Action item
Go through the material underneath and show every line where the string "connections" occurs.
◇ ◇ ◇ ◇ ◇ ◇ ◇
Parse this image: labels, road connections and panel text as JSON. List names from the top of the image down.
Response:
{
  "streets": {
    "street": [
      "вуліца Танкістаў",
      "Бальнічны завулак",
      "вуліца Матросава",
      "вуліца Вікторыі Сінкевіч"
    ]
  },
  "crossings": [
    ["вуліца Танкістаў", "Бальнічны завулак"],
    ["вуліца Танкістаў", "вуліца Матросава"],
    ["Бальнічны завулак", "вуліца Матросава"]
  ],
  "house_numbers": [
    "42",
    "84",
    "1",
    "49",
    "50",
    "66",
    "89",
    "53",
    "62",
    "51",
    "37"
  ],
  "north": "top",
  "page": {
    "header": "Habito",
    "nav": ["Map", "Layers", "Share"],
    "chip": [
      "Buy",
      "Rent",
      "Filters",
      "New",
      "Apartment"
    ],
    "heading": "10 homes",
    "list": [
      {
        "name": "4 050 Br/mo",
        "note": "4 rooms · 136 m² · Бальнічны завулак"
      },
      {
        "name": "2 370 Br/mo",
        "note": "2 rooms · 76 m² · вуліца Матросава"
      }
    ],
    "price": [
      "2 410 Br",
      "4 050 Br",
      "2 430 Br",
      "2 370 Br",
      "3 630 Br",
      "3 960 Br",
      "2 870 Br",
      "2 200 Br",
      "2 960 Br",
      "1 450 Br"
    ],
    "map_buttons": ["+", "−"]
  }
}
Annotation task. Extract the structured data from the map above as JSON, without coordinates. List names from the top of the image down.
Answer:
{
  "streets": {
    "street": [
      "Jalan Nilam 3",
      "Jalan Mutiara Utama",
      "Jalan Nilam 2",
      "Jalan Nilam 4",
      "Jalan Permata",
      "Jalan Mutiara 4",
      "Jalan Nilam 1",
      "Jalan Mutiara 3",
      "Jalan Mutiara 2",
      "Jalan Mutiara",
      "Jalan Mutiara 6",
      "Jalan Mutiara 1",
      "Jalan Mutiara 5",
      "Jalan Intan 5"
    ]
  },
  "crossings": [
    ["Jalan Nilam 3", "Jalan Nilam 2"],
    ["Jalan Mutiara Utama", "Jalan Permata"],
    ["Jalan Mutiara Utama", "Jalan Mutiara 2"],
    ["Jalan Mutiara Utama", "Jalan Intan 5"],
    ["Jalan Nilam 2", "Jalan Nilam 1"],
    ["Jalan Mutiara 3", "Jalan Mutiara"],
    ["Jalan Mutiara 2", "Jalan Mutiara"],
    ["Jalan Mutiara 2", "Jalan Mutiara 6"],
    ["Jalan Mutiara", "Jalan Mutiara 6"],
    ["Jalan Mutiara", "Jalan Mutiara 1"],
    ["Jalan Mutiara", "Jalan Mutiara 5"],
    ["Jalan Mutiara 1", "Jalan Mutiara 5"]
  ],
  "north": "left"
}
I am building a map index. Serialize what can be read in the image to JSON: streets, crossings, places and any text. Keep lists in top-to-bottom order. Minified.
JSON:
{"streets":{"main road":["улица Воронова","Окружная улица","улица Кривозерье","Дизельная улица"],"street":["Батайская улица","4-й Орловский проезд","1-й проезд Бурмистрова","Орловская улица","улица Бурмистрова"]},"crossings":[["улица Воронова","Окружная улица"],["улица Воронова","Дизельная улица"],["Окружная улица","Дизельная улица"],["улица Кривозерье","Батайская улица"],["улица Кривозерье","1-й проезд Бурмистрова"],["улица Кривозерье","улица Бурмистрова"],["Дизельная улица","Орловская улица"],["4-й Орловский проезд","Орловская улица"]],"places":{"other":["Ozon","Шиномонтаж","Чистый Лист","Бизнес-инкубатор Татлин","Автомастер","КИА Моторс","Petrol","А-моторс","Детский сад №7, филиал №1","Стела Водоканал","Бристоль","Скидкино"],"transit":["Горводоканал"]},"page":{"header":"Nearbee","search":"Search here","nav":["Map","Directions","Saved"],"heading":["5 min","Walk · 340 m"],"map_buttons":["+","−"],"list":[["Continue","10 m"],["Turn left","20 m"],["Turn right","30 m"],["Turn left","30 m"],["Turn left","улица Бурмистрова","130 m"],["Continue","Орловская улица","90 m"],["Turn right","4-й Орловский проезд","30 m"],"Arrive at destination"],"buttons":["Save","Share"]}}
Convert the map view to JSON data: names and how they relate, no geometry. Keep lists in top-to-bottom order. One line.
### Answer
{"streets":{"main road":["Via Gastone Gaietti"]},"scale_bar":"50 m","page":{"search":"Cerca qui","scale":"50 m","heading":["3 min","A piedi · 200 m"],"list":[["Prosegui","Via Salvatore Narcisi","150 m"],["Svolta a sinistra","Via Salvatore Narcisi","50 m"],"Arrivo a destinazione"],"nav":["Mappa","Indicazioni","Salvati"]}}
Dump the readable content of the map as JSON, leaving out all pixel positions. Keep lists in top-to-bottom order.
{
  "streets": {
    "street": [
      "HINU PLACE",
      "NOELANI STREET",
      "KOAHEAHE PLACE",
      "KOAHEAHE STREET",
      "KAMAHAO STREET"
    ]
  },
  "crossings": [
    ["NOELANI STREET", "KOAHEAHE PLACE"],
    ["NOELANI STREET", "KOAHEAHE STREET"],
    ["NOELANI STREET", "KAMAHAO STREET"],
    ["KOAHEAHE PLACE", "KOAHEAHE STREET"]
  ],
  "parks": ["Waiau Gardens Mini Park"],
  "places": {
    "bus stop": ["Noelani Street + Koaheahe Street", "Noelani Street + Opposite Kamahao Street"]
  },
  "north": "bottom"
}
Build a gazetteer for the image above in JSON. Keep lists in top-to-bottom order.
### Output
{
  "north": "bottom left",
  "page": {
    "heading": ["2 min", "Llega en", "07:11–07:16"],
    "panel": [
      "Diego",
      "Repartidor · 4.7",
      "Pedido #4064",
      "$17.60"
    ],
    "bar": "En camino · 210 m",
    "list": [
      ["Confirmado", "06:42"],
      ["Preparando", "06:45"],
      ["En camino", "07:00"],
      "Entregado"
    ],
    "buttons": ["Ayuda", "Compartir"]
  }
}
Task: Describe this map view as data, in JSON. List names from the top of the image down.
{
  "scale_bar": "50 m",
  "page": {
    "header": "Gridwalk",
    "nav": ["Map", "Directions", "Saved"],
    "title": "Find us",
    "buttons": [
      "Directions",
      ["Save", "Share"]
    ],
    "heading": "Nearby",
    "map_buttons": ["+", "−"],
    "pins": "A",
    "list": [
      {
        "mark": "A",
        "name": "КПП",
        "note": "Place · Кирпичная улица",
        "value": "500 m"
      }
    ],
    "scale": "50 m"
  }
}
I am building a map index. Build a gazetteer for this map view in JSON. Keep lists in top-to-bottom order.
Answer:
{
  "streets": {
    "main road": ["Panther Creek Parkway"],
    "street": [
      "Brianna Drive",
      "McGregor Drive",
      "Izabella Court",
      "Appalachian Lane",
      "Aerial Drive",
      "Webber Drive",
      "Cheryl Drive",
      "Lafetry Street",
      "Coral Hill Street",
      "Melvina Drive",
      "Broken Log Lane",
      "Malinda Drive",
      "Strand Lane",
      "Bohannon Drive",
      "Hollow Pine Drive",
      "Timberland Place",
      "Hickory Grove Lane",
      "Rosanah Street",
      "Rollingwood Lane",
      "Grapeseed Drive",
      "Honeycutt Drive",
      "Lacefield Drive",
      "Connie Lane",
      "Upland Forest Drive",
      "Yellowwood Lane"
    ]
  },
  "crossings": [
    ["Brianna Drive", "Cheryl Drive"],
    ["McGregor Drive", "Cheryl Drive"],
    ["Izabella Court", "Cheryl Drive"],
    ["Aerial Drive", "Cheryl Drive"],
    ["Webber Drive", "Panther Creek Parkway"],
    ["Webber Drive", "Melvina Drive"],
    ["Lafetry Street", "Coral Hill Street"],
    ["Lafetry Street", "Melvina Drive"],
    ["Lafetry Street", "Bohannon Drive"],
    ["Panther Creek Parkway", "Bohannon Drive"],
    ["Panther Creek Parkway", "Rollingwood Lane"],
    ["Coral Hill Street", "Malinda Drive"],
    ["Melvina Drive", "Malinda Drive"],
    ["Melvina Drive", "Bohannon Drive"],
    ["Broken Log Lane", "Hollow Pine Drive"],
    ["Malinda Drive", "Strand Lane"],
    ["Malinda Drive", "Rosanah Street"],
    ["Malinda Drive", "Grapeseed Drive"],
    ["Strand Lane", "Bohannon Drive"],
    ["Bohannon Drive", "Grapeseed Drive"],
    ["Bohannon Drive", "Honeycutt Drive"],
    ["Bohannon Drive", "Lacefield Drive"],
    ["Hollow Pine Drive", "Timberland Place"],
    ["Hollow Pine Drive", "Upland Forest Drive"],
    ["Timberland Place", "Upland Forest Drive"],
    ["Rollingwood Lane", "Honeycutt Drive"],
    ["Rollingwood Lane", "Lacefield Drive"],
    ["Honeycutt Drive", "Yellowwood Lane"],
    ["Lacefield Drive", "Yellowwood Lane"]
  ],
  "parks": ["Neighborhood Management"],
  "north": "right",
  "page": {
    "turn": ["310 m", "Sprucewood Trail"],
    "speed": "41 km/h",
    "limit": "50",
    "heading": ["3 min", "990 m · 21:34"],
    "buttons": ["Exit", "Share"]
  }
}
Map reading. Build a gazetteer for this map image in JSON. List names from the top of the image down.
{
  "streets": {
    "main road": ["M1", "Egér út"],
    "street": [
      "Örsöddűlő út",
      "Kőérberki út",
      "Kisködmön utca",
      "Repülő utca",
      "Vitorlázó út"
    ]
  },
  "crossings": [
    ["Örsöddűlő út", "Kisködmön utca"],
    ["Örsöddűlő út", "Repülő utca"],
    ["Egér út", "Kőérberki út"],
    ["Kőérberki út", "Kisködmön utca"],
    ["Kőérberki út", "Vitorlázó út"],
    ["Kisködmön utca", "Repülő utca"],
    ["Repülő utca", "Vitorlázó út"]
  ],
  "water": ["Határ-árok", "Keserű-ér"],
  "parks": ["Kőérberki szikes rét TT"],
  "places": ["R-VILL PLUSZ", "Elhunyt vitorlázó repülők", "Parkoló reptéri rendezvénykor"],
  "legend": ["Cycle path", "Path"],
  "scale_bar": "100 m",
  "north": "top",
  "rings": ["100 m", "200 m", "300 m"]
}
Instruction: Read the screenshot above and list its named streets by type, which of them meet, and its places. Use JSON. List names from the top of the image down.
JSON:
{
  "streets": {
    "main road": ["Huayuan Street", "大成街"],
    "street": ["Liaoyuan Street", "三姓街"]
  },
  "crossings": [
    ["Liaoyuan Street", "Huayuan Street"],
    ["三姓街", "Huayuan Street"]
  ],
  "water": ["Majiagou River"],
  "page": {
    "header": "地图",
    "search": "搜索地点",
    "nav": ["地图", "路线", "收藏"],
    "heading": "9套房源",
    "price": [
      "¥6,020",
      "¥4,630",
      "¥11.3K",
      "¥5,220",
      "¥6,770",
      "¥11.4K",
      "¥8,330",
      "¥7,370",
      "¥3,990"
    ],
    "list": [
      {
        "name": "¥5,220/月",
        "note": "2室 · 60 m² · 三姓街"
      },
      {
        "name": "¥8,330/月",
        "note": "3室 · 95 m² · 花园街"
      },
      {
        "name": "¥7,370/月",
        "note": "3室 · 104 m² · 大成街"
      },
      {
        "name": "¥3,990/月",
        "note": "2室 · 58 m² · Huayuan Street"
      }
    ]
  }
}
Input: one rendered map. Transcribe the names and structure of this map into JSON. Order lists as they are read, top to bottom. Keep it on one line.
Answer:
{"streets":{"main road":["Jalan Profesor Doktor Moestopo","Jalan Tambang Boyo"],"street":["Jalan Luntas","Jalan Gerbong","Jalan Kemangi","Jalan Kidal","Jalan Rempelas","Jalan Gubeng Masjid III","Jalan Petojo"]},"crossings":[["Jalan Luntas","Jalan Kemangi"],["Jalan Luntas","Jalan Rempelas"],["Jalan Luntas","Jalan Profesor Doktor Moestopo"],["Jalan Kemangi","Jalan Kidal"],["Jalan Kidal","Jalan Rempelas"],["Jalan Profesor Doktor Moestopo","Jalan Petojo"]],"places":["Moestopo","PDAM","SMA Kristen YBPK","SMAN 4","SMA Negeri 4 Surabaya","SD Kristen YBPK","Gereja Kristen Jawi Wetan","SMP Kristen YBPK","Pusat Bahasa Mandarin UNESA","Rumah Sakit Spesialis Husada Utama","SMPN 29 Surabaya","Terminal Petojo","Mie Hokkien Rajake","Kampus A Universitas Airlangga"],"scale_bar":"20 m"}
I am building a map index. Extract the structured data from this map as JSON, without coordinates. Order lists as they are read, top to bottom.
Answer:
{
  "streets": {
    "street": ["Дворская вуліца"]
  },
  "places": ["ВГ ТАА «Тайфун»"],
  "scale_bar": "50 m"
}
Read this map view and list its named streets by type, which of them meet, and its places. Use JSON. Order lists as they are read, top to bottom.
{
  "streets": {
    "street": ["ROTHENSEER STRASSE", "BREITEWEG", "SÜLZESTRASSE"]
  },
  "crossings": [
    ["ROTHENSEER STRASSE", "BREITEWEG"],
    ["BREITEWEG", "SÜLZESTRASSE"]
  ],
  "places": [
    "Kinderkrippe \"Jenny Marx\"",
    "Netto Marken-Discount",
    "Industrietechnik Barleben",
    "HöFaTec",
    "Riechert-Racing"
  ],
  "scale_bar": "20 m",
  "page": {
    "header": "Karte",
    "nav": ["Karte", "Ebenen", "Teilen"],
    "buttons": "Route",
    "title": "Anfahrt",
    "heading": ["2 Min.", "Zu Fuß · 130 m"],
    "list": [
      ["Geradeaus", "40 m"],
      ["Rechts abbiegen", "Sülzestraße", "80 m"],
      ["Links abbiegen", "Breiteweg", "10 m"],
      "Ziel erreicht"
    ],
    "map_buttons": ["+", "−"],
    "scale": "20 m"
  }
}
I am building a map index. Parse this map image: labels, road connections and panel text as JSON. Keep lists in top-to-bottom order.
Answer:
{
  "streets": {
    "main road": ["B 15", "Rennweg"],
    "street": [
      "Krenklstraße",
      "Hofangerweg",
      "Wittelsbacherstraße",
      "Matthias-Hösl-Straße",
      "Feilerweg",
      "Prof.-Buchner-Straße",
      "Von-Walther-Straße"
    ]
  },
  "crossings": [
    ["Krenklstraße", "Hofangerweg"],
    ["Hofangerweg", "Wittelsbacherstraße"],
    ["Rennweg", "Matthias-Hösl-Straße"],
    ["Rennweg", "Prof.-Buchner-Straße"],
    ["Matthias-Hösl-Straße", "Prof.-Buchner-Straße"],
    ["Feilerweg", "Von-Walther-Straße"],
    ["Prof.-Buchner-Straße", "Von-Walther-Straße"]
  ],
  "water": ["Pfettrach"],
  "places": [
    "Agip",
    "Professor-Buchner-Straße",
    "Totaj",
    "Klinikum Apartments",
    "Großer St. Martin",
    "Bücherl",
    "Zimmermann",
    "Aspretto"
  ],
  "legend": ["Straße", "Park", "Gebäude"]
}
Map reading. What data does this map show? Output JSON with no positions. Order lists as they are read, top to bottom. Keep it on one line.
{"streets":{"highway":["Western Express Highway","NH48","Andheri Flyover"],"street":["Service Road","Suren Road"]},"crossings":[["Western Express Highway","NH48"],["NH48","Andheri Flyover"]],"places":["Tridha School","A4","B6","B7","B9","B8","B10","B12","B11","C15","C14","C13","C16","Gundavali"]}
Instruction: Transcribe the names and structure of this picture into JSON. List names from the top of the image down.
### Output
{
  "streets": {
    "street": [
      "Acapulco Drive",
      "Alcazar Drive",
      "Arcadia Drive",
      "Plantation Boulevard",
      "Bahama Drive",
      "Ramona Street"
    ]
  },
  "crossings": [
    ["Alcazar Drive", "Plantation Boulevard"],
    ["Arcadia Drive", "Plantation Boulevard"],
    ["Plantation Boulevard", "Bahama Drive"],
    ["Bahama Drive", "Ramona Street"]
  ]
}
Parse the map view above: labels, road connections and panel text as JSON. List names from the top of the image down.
◇ ◇ ◇ ◇ ◇ ◇ ◇
The answer
Parse this image: labels, road connections and panel text as JSON. List names from the top of the image down.
I am building a map index. Parse this map image: labels, road connections and panel text as JSON. Keep lists in top-to-bottom order.
Parse the map view above: labels, road connections and panel text as JSON. List names from the top of the image down.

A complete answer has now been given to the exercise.